• Qui sont-ils ?

    Photo1

    (who are they ?)
    Extrait de Fascination :
     
    C'est là, en pleine cantine, alors que je m'efforçais de discuter avec des inconnues indiscrètes, que je les vis pour la première fois.
    Ils étaient assis dans un coin, aussi loin que possible du milieu de la pièce où je me trouvais. Ils étaient cinq. Ils ne parlaient pas, ne mangeaient pas, bien qu'ils eussent tous un plateau - intact - devant eux.
    (...)
    - Qui sont ces gens ? demandai-je à ma voisine dont le nom m'échappaient toujours.
    (...)
    - Edward et Emmett Cullen, Rosalie et Jasper Hale, récita-t-elle. Celle qui est partie, c'est Alice Cullen. Ils vivent avec le docteur Cullen et sa femme.
    (...)
    Des prénoms étranges et rares, songeai-je. Datant de la génération de nos grands-parents. A moins qu'ils ne fussent en vogue dans ces contrées. (...)

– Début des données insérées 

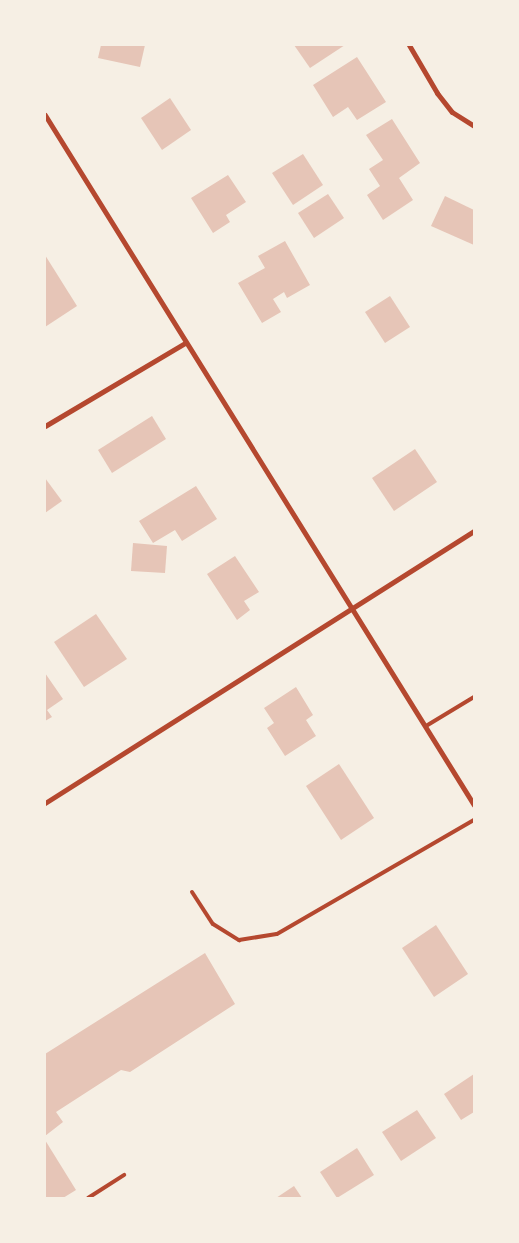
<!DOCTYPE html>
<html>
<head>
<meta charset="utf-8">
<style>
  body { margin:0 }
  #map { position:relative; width:519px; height:1243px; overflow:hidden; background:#f6efe4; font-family:Barlow,sans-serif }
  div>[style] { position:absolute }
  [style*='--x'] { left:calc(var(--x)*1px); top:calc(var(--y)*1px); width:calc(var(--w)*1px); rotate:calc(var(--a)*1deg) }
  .building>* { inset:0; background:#e6c5b7 }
  .service>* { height:4px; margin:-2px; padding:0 2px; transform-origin:2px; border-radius:2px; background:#b5482f }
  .minor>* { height:5px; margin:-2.5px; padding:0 2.5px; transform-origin:2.5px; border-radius:2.5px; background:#b5482f }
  span { translate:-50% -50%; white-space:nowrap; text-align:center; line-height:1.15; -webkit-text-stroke:5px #f6efe4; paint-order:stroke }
  .frame { position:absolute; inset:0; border:46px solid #f6efe4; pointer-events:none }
</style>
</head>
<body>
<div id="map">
  <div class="building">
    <i style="clip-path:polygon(101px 45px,145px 45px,140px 67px,98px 58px)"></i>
    <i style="clip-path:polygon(294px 45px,345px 45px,310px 68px)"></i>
    <i style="clip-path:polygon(357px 57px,386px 102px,357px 120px,348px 107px,333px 117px,313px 85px)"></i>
    <i style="clip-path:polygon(170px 98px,191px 130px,162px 150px,141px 118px)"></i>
    <i style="clip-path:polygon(392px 119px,420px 163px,399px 178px,413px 200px,383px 220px,367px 195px,380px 186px,369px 169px,383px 160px,366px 135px)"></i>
    <i style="clip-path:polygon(303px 154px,323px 185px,293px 205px,272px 173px)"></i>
    <i style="clip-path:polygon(228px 175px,246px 202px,226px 215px,230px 222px,213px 233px,191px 198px)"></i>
    <i style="clip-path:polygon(328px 194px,344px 218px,314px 238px,298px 213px)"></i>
    <i style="clip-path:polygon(445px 196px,474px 210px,474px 245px,431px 226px)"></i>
    <i style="clip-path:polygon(285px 241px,310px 285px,287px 298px,284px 292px,273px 299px,281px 312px,262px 323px,238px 283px,265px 268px,258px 256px)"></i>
    <i style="clip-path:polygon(45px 255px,77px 306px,45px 327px)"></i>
    <i style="clip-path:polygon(390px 296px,410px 327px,385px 343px,365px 312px)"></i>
    <i style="clip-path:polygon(152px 416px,166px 439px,112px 473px,98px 450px)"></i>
    <i style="clip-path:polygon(415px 449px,437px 482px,394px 511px,372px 478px)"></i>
    <i style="clip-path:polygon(45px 478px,62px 501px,45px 513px)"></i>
    <i style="clip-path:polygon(196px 486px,217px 519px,182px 541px,175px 530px,153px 543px,139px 521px)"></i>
    <i style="clip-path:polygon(133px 543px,167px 546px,165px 573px,131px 571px)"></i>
    <i style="clip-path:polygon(235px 556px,259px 592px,244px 601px,250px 610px,237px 620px,207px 574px)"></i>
    <i style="clip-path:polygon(96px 614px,127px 659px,84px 687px,54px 642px)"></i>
    <i style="clip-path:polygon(45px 673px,63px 699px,47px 710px,52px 717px,45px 721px)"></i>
    <i style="clip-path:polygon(296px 687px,313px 715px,306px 720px,316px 736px,285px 756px,267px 728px,274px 723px,264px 708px)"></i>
    <i style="clip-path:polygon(339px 764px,374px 818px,341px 840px,306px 786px)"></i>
    <i style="clip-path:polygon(436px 925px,468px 974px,434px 997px,402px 948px)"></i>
    <i style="clip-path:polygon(205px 953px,235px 1004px,130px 1072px,121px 1070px,56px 1112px,63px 1122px,45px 1136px,45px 1054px)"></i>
    <i style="clip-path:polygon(474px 1074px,474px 1112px,461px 1120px,444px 1094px)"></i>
    <i style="clip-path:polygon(417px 1110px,436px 1138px,401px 1161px,382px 1132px)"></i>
    <i style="clip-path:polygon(45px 1140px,76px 1190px,63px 1198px,45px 1198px)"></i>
    <i style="clip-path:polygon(357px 1148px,374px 1175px,337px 1198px,320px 1172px)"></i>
    <i style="clip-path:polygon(294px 1186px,302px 1198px,276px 1198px)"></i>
  </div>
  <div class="service">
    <i style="--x:426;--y:726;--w:56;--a:-31.1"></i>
    <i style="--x:192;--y:892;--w:38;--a:57"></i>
    <i style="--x:213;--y:924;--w:31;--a:32"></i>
    <i style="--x:239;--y:940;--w:38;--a:-9"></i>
    <i style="--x:277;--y:934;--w:228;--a:-30.1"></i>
    <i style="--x:88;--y:1198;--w:43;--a:-32.6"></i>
  </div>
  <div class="minor">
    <i style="--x:409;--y:45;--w:56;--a:59.7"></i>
    <i style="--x:437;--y:93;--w:24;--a:52"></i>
    <i style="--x:452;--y:112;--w:26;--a:32"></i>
    <i style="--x:45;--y:115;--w:812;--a:58.13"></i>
    <i style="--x:45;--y:426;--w:163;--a:-30.7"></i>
    <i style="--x:45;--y:803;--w:508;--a:-32.38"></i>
  </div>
  <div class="frame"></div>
</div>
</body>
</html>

    - Ils sont... pas mal du tout.
    Cette litote des plus flagrantes eut du mal à franchir mes lèvres.
    - Tu m'étonnes ! s'esclaffa Jessica. Oublie, ils sont en couple. Du moins Emmett et Rosalie, Jasper et Alice. Ils vivent ensemble.
    Sa voix dénotait à la fois l'étonnement et la condamnation typiques d'une petite ville, pensai-je avec dédain. Pour être honnête, je devais cependant admettre que, même à Phoenix, la situation aurait provoqué des commérages.
    - Lesquels sont les Cullen ? Ils n'ont pas l'air d'être de la même famille...
    - Ils ne le sont pas. Le docteur a la petit trentaine, il les a adoptés. Les Hale, les blonds, eux, sont frères et soeurs, jumeaux. Placés en famille d'accueil.
    (...)
    Tout à coup, le plus jeune d'entre eux, un des Cullen, plongea les yeux dans les miens. Son expression était, cette fois celle d'une franche curiosité. Je me dérobai vivement, mais pas avant d'avoir décelé en lui une sorte d'espérance à laquelle je n'avais pas de réponse.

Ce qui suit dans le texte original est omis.